- _What the task asks_: All that is wanted is the line with "I need the bounding" and each line after it to the end of the data below, set down exactly and without pictures.
######
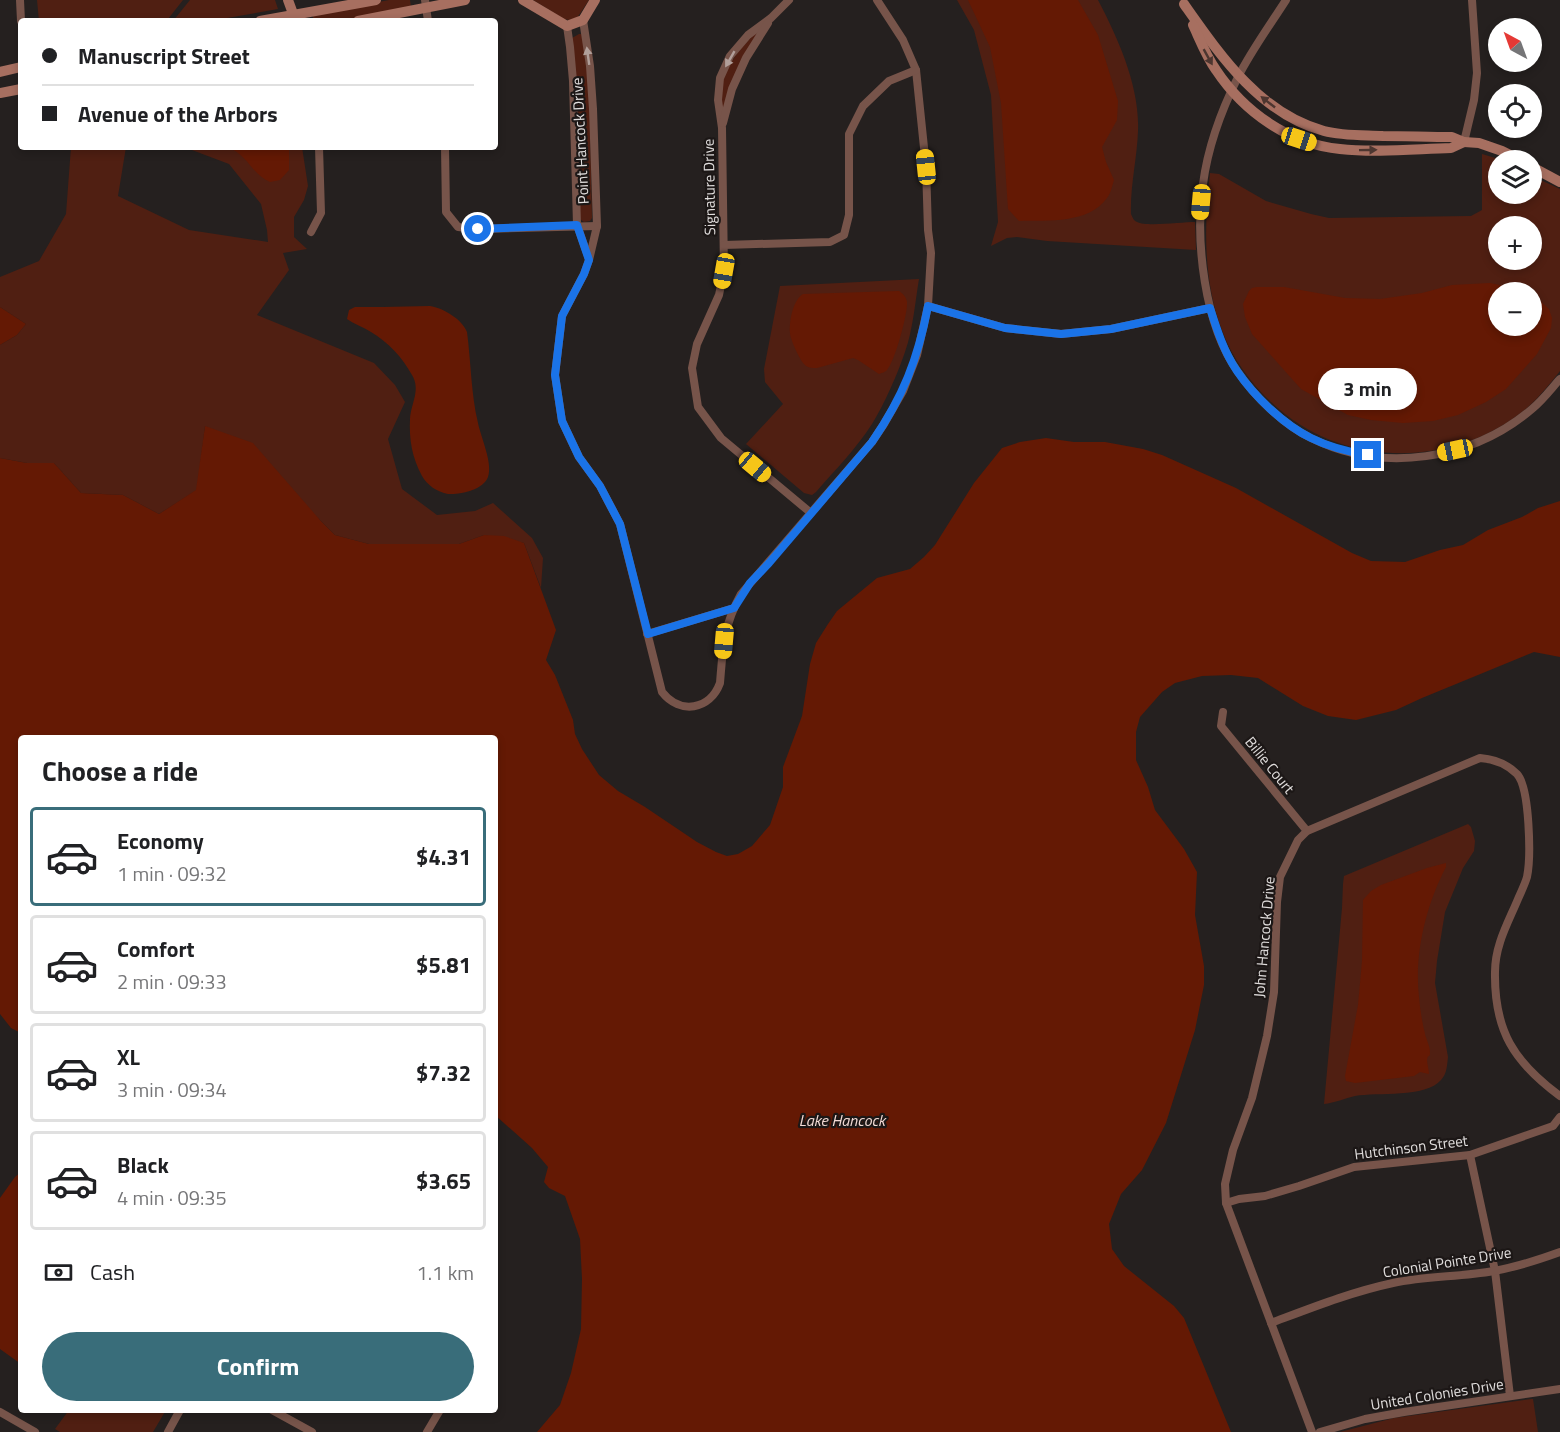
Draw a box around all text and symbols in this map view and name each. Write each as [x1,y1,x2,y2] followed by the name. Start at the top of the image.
[1488,18,1542,72] north arrow
[1488,18,1542,336] map controls
[78,39,250,73] text: Manuscript Street
[584,46,593,65] one-way arrow
[1203,49,1213,66] one-way arrow
[725,51,736,67] one-way arrow
[565,77,595,205] street label: Point Hancock Drive
[1488,84,1542,138] button: locate
[1260,96,1276,108] one-way arrow
[78,97,278,131] text: Avenue of the Arbors
[1279,125,1319,153] car
[697,138,721,236] street label: Signature Drive
[1359,145,1378,155] one-way arrow
[915,148,937,186] car
[1488,150,1542,204] button: layers
[1190,183,1212,221] car
[464,215,491,242] route start
[1488,216,1542,270] button: +
[712,252,736,290] car
[1488,282,1542,336] button: −
[1318,368,1418,410] callout: 3 min
[1343,373,1392,404] text: 3 min
[1436,437,1474,463] car
[1354,441,1381,468] route end
[735,449,775,485] car
[713,622,735,660] car
[1240,731,1301,799] street label: Billie Court
[42,750,198,791] text: Choose a ride
[117,824,204,858] text: Economy
[45,830,99,884] icon: car
[416,840,471,874] text: $4.31
[117,858,227,889] text: 1 min · 09:32
[1247,875,1281,999] street label: John Hancock Drive
[117,932,195,966] text: Comfort
[45,938,99,992] icon: car
[416,948,471,982] text: $5.81
[117,966,227,997] text: 2 min · 09:33
[117,1040,140,1074] text: XL
[45,1046,99,1100] icon: car
[416,1056,471,1090] text: $7.32
[117,1074,227,1105] text: 3 min · 09:34
[799,1108,887,1132] water label: Lake Hancock
[1353,1129,1470,1165] street label: Hutchinson Street
[117,1148,169,1182] text: Black
[45,1154,99,1208] icon: car
[416,1164,471,1198] text: $3.65
[117,1182,227,1213] text: 4 min · 09:35
[1381,1240,1513,1284] street label: Colonial Pointe Drive
[90,1255,135,1289] text: Cash
[42,1256,75,1289] icon: cash
[417,1257,474,1288] text: 1.1 km
[42,1332,474,1401] button: Confirm
[1369,1372,1505,1416] street label: United Colonies Drive

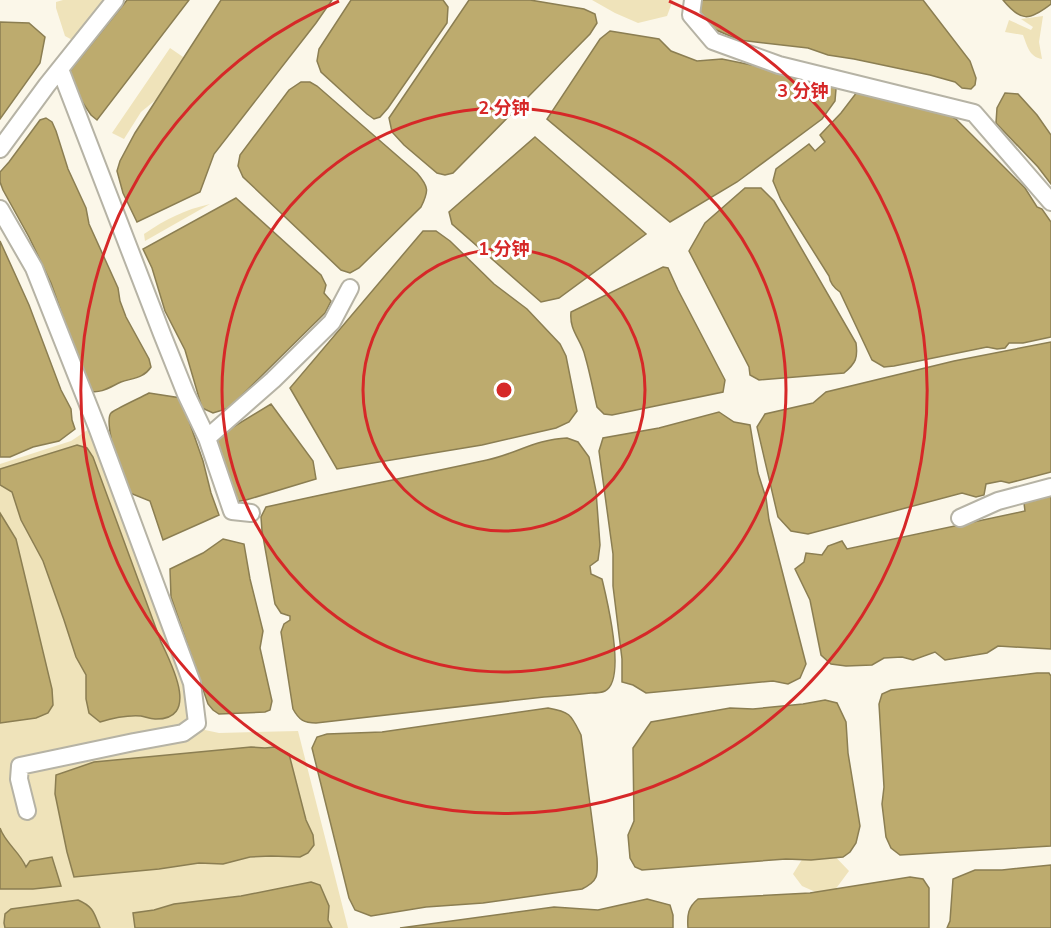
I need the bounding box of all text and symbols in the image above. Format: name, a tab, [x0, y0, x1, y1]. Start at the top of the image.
text: 3 分钟	[777, 79, 829, 103]
text: 2 分钟	[478, 96, 530, 120]
text: 1 分钟	[478, 237, 530, 261]
centre of rings	[494, 380, 514, 400]

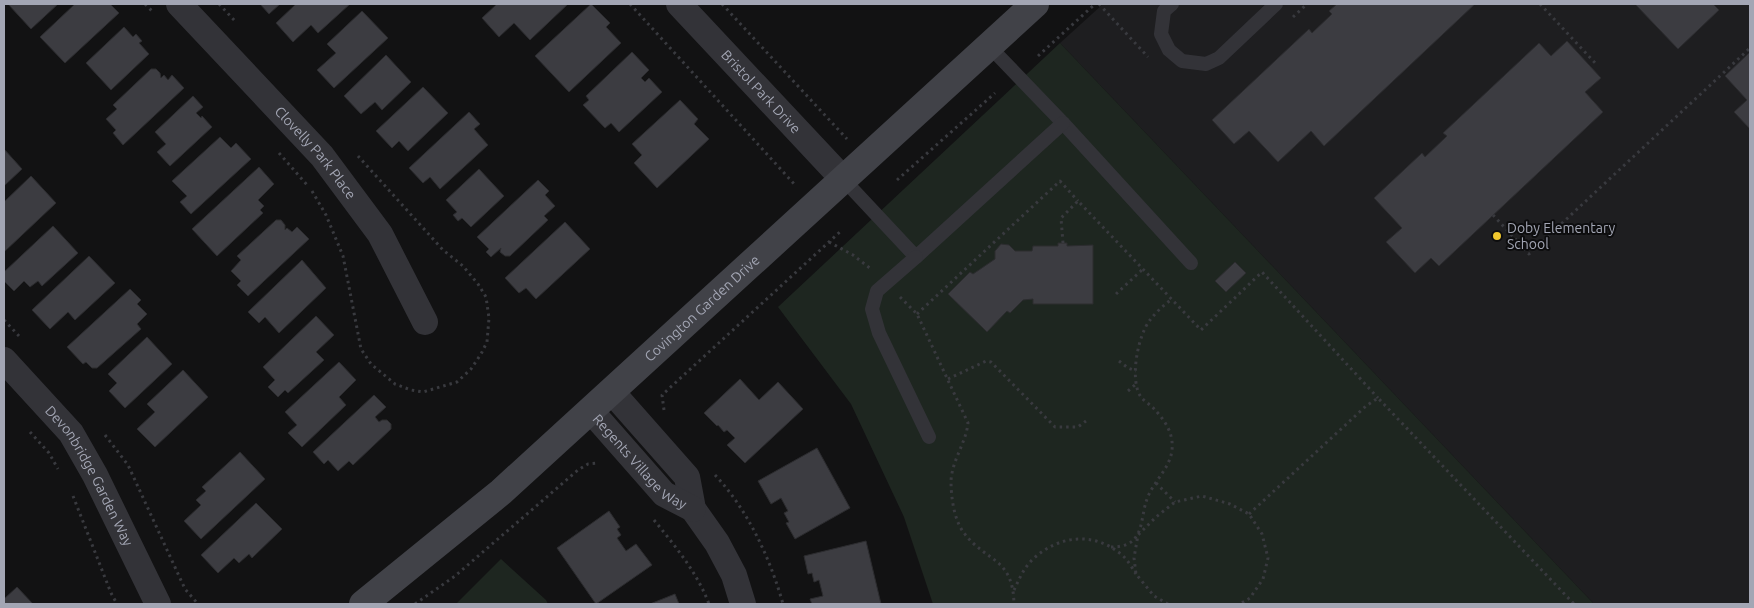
######
- _Answer to this exercise_:
I need the bounding box of all text and symbols in the image above. Format: name, a tab, [x0, y0, x1, y1]. Start at the top of the image.
text: 3 分钟	[777, 79, 829, 103]
text: 2 分钟	[478, 96, 530, 120]
text: 1 分钟	[478, 237, 530, 261]
centre of rings	[494, 380, 514, 400]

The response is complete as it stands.